• [What is required]: Tally the lines in the records below that contain "linecap" and return only the result.

(Recorded data)
---------------

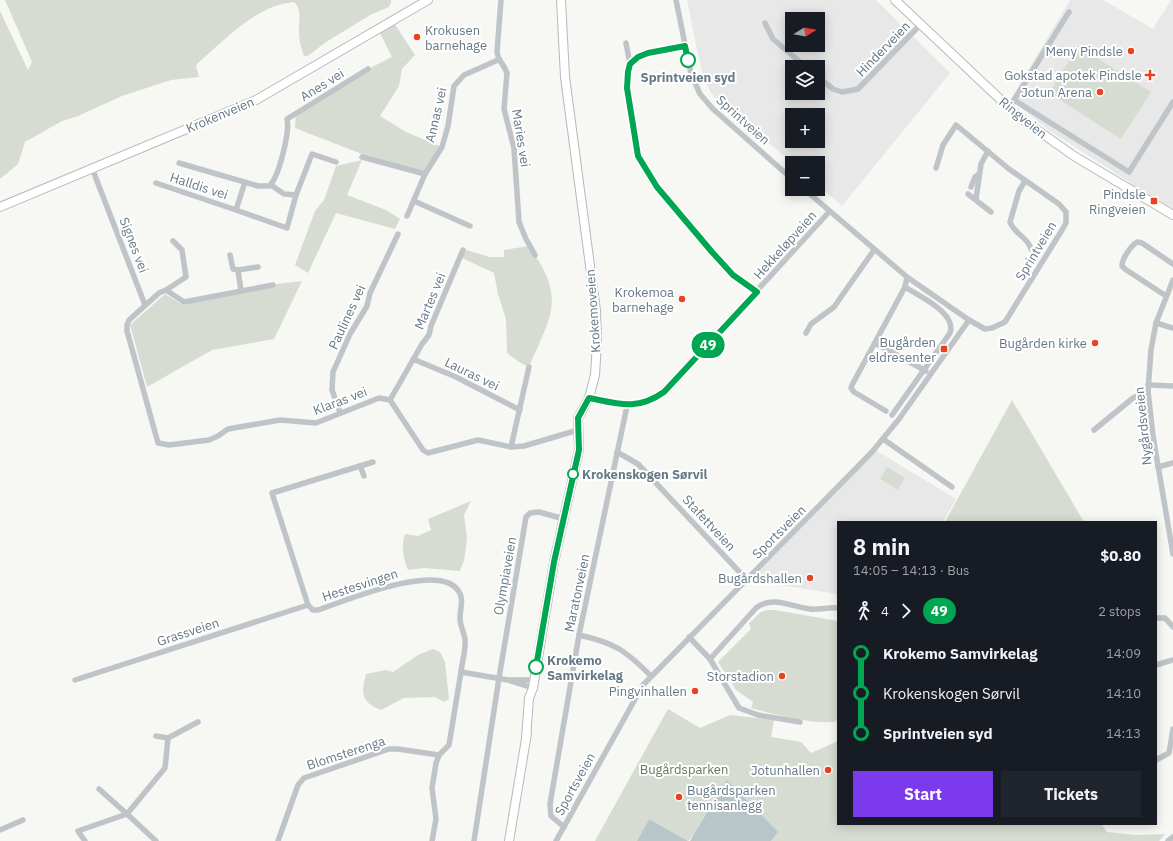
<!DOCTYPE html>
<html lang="en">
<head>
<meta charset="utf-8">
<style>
	body { margin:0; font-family:"IBM Plex Sans",sans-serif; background:#20242c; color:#f1f3f6; height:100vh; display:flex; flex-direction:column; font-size:15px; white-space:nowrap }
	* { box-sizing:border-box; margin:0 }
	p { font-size:13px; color:#9ea1a6 }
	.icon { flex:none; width:22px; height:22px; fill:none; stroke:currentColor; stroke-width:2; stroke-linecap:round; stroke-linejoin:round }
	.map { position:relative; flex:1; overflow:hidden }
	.side { position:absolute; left:837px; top:521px; width:320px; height:304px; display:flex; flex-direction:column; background:#171b24; border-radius:0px; box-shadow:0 2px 10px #0003 }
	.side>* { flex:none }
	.badge { padding:0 8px; border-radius:13px; font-size:14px; line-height:26px }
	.needle { width:26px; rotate:79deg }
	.tools { position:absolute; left:785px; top:12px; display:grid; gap:8px }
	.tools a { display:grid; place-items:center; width:40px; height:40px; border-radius:0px; background:#171b24; box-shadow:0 2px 10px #0003; font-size:20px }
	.map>.badge { position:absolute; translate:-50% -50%; box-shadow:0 0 0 2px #fff }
	.legs { display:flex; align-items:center; gap:6px; height:44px; padding:0 16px; font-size:13px }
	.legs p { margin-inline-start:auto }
	.head { display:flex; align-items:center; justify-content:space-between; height:68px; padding:0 16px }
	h1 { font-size:22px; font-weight:800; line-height:30px }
	.action { display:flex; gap:8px; margin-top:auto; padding:8px 16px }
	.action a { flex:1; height:46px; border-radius:0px; background:#7c3aed; color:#fff; font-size:16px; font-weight:800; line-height:46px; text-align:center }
	.action a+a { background:#20242c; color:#f1f3f6 }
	ul { padding:0 16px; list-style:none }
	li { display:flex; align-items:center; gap:14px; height:40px; font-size:15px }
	li i { display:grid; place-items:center; width:6px; height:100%; margin:0 5px; background:currentColor }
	li i::after { content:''; width:10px; height:10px; margin:-5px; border:3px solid; border-radius:50%; background:#171b24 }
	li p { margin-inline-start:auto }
	li:first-child i { background:linear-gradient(#0000 50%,currentColor 0) }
	li:last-child i { background:linear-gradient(currentColor 50%,#0000 0) }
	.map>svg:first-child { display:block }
	.built { fill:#e7e8e7; fill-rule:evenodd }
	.green { fill:#d7dcd2 }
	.water { fill:#b7c6c9 }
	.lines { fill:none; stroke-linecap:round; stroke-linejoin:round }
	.secondary-casing { stroke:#b4babe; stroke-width:10 }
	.street { stroke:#bfc4c8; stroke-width:5.5 }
	.secondary { stroke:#fff; stroke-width:8 }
	.line-1-casing { stroke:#fff; stroke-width:9 }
	.line-1 { stroke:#00a651; stroke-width:6 }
	.poi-dot { fill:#e94221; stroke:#fff; stroke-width:1.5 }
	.stop-1-dot { fill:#fff; stroke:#00a651; stroke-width:2 }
	.labels { text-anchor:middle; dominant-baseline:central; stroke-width:4; stroke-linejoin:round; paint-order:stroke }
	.poi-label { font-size:13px; fill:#657986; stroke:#fff; text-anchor:end }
	.street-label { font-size:13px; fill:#657986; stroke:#fff }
	.stop-label { font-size:13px; font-weight:bold; fill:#657986; stroke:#fff; text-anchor:start }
	.park-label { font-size:13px; fill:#667760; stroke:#fff }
</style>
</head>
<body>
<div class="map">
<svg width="1173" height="841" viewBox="0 0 1173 841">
	<rect width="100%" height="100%" fill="#f7f7f3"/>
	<g class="built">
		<path d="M687,0H876L950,73L842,206L818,185V163H792L713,96L703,78ZM792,19H818V45H792ZM792,67H818V93H792ZM792,115H818V141H792Z"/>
		<path d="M1070,0H1103L1153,29L1171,0H1173V209L1132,186L1131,183L1047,129L1011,99Z"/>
		<path d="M875,450L956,499L944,520L941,522H838V594L747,580Z"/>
	</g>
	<g class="green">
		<path d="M5,0H391V3L389,7L372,14L326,42L308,56H304C301,48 299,41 299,33C298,22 303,11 294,2C256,5 225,40 198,63L196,66L199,77L171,80L122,96L78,116L62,121L25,142L18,164L0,179V11L28,70L32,62Z"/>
		<path d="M394,23L415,55L402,69L399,86L380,116L406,132L442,147L425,174L390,165L295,128L296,113L368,69L392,57L379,31Z"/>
		<path d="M1078,46L1151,92L1121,139L1049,93Z"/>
		<path d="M362,160L347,195L386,210L400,219L395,229L336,213L308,273L295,265L315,211L324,200L336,166Z"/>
		<path d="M529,246C566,299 552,313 529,367L519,362L507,353L506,319L498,294L494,273L462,258L466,250L490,257H504V250Z"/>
		<path d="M302,281L274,339L212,350L147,387L130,325L165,294L183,305L277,284Z"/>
		<path d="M1012,400L1084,522H945Z"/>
		<path d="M887,467L905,478L898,490L880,479Z"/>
		<path d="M471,501L464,515L467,538L464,561L460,571L424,568L408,570C403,557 401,547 405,534L418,536L431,530L428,519Z"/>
		<path d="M767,610H775L838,621V721C817,726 773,714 751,708L753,702L736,690L718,662L751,629L749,623L761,612Z"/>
		<path d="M433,649L440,652L445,662L449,699L444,702L435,697L404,698L381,710C361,702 361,693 366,674L386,670L393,672L418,655Z"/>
		<path d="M668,709L700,728L730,715L774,720L771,737L801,742L811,753L838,741V824H1101L1107,832L1136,835L1165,834L1159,841H771L778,832L694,835L688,841L649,819L637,841H595Z"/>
	</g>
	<g class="water">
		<path d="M727,780L778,832L771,841H690Z"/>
		<path d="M649,819L688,841H637Z"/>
	</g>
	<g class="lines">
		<defs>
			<g id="secondary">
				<path d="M895,0L1019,117L1074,156L1173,215"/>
				<path d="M0,207L256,100L428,0"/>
				<path d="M526,738L529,698L533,688L554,562L579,450L578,418L589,398L595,375L597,343L596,311L565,77L561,0"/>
				<path d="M509,841L527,733"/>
			</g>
		</defs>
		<use href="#secondary" class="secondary-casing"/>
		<g class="street">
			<path d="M501,0L497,52C498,61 504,64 507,73L504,109L514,148L519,222L526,239L535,255"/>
			<path d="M676,0L691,74L700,94L713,109L792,179"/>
			<path d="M765,23L773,39L806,67"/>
			<path d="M626,43L630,64"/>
			<path d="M685,46L648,53L638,57L630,64L627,72V88L639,155L657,187L712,252L733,275L757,293"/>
			<path d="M818,77L833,89L842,92L858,89L921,24"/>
			<path d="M1014,100L1069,12"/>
			<path d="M1009,107L1014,100L1129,172L1173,102"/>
			<path d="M362,157L425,174"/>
			<path d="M179,163L258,186H269C279,178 290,131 287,119L368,69"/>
			<path d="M92,168L145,305"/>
			<path d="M1025,181L1019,191L1010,222C1014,234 1028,237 1031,249"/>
			<path d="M156,183L236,210L245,182"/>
			<path d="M271,185L284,194L296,195"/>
			<path d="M971,187L975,177L979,174"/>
			<path d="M804,189L907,277L969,320L985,329L992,328L1005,322L1062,230L1066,223V212L1059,204L1009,169L956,125L943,145L936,168"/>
			<path d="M968,194L991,212"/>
			<path d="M976,199L981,164L988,151"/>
			<path d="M414,201L470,226"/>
			<path d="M236,210L287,228L296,195L312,154L336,162"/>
			<path d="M407,216L425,174L442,147L448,126L454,86L464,75L498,60"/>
			<path d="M230,255L233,269L238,270L258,267"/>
			<path d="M238,270L241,291"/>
			<path d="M1173,280L1156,323L1151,350L1148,391L1153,436L1173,554"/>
			<path d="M273,285L184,302L166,290L159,293L129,320L127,325V331L158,443L169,445L209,440L218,436L228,429L280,420L316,423L379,398L390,400L423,450L428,453L478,440L511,447L524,446L578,430"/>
			<path d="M166,290L186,277L182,250L173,241"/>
			<path d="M1166,296L1125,269L1122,266C1122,258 1131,246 1137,242L1142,243L1173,264"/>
			<path d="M1156,323L1173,328"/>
			<path d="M806,333L811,324L834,307L874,250"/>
			<path d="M875,343L926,371"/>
			<path d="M413,359L456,377L520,410"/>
			<path d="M1148,385L1173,386"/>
			<path d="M589,398C619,404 637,411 664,392L829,212"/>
			<path d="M390,400L422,344L429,335L431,326L463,250"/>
			<path d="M886,411L854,392L851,388L852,385L905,287L907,277"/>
			<path d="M340,412L332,390L333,372L350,334L367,306L370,293L398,234"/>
			<path d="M892,415L950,333C957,313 919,296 905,287"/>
			<path d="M1094,430L1133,398L1148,391"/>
			<path d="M883,439L952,487"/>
			<path d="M511,447L529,367"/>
			<path d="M617,452L638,464L747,580"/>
			<path d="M373,462L272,493L308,605L313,610H318C345,601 435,563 457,589C465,598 460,608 460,618C460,626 464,632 465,639C466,650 462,662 461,672L508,680L533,688"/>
			<path d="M360,466L364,476"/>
			<path d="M1158,467L1173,463"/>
			<path d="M1156,618H1165L1173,627"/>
			<path d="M579,635C615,643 625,650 651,676"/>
			<path d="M689,637L710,659L739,708L758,715L800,722"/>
			<path d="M710,659L756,608C772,595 792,607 810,609C819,610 829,607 838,608"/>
			<path d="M1156,665L1173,660"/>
			<path d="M75,680L308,605"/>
			<path d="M510,680H534"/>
			<path d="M156,736L168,738L198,722"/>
			<path d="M1156,760L1169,753L1173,729"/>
			<path d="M99,789L127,814L165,768L168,738"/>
			<path d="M564,827L551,816L550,804L579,635L627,406"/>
			<path d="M0,830L23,820"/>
			<path d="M85,841L78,831L127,814L156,841"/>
			<path d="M278,841L298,785L304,778L389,749H398L439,755"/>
			<path d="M432,841L436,819L432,788L436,763L439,755L449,745L461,672"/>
			<path d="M474,841L499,678L526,517L530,513L539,512L564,519"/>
			<path d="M556,841L643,685L872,452L899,419L969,320"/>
			<path d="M1168,841L1173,837"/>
		</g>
		<use href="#secondary" class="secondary"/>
	</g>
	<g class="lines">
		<defs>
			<path id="line-1" d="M536,667L554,562L579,450L578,418L589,398C619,404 637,411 664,392L757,292L733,275L712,252L657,187L638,156L627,88L628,72L630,64L638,57L648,53L685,46L688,60"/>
		</defs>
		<use href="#line-1" class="line-1-casing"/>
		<use href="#line-1" class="line-1"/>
	</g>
	<g class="poi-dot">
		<circle cx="417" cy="37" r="4"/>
		<circle cx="1131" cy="51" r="4"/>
		<path d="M1148 69h4v4h4v4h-4v4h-4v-4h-4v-4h4z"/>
		<circle cx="1100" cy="92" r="4"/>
		<rect x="1150" y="197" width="8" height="8" rx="2"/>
		<circle cx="682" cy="299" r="4"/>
		<circle cx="1095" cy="343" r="4"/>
		<rect x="940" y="345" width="8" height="8" rx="2"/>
		<circle cx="810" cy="578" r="4"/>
		<circle cx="782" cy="676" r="4"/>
		<circle cx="695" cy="691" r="4"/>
		<circle cx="828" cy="770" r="4"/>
		<circle cx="679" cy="797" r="4"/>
	</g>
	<g class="stop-1-dot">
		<circle cx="688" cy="60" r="7"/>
		<circle cx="573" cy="474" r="5"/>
		<circle cx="536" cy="667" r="7"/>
	</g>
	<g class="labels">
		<g class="poi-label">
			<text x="425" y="30" text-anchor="start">Krokusen<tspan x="425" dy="15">barnehage</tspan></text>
			<text x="1123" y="51">Meny Pindsle</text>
			<text x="1142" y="75">Gokstad apotek Pindsle</text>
			<text x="1092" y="92">Jotun Arena</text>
			<text x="1146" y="194">Pindsle<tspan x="1146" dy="15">Ringveien</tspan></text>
			<text x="674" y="292">Krokemoa<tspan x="674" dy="15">barnehage</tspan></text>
			<text x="936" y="342">Bugården<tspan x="936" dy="15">eldresenter</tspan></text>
			<text x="1087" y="343">Bugården kirke</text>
			<text x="802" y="578">Bugårdshallen</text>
			<text x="774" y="676">Storstadion</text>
			<text x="687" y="691">Pingvinhallen</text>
			<text x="820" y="770">Jotunhallen</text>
			<text x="687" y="790" text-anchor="start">Bugårdsparken<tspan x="687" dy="15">tennisanlegg</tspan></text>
		</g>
		<g class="street-label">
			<text transform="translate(883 49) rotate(-46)">Hinderveien</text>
			<text transform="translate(322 85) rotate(-32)">Anes vei</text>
			<text transform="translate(220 115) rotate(-23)">Krokenveien</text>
			<text transform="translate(436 115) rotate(-77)">Annas vei</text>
			<text transform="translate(1023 118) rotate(39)">Ringveien</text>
			<text transform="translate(743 120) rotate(42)">Sprintveien</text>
			<text transform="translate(521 138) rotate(81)">Maries vei</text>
			<text transform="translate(199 186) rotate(18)">Halldis vei</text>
			<text transform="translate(134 245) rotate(69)">Signes vei</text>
			<text transform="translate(785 245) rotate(-48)">Hekkeløpveien</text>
			<text transform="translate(1036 251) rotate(-59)">Sprintveien</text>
			<text transform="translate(430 301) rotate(-67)">Martes vei</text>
			<text transform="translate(593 311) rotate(-94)">Krokemoveien</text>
			<text transform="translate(347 317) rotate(-65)">Paulines vei</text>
			<text transform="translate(472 374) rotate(26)">Lauras vei</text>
			<text transform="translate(340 401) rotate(-21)">Klaras vei</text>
			<text transform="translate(1143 426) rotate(-96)">Nygårdsveien</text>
			<text transform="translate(709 523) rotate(47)">Stafettveien</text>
			<text transform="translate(779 532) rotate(-45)">Sportsveien</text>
			<text transform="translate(505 576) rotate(-80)">Olympiaveien</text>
			<text transform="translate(360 585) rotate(-18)">Hestesvingen</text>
			<text transform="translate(577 593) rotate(-78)">Maratonveien</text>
			<text transform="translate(188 632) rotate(-18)">Grassveien</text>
			<text transform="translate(346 753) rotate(-18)">Blomsterenga</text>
			<text transform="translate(575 784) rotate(-61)">Sportsveien</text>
		</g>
		<g class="stop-label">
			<text x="688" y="77" text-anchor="middle">Sprintveien syd</text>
			<text x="582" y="474">Krokenskogen Sørvil</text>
			<text x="547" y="660">Krokemo<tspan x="547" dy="15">Samvirkelag</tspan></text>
		</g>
		<g class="park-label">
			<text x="684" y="769">Bugårdsparken</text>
		</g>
	</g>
</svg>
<div class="tools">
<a><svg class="needle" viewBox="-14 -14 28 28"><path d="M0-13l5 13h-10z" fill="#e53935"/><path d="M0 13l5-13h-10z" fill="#9ea1a6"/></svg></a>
<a><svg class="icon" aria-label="layers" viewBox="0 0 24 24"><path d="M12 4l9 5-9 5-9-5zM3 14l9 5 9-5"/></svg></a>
<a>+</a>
<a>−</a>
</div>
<b class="badge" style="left:708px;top:345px;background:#00a651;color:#fff">49</b>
<section class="side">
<div class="head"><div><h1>8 min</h1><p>14:05 – 14:13 · Bus</p></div><b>$0.80</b></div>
<div class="legs"><svg class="icon" aria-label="walk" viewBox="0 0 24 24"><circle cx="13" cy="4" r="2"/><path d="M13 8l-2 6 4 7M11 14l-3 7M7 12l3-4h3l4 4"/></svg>4<svg class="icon" aria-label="forward" viewBox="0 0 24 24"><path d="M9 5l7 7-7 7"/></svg><b class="badge" style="background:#00a651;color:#fff">49</b><p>2 stops</p></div>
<ul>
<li><i style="color:#00a651"></i><b>Krokemo Samvirkelag</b><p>14:09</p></li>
<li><i style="color:#00a651"></i><span>Krokenskogen Sørvil</span><p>14:10</p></li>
<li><i style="color:#00a651"></i><b>Sprintveien syd</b><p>14:13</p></li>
</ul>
<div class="action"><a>Start</a><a>Tickets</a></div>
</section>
</div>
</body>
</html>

---------------

• [Task response]: 2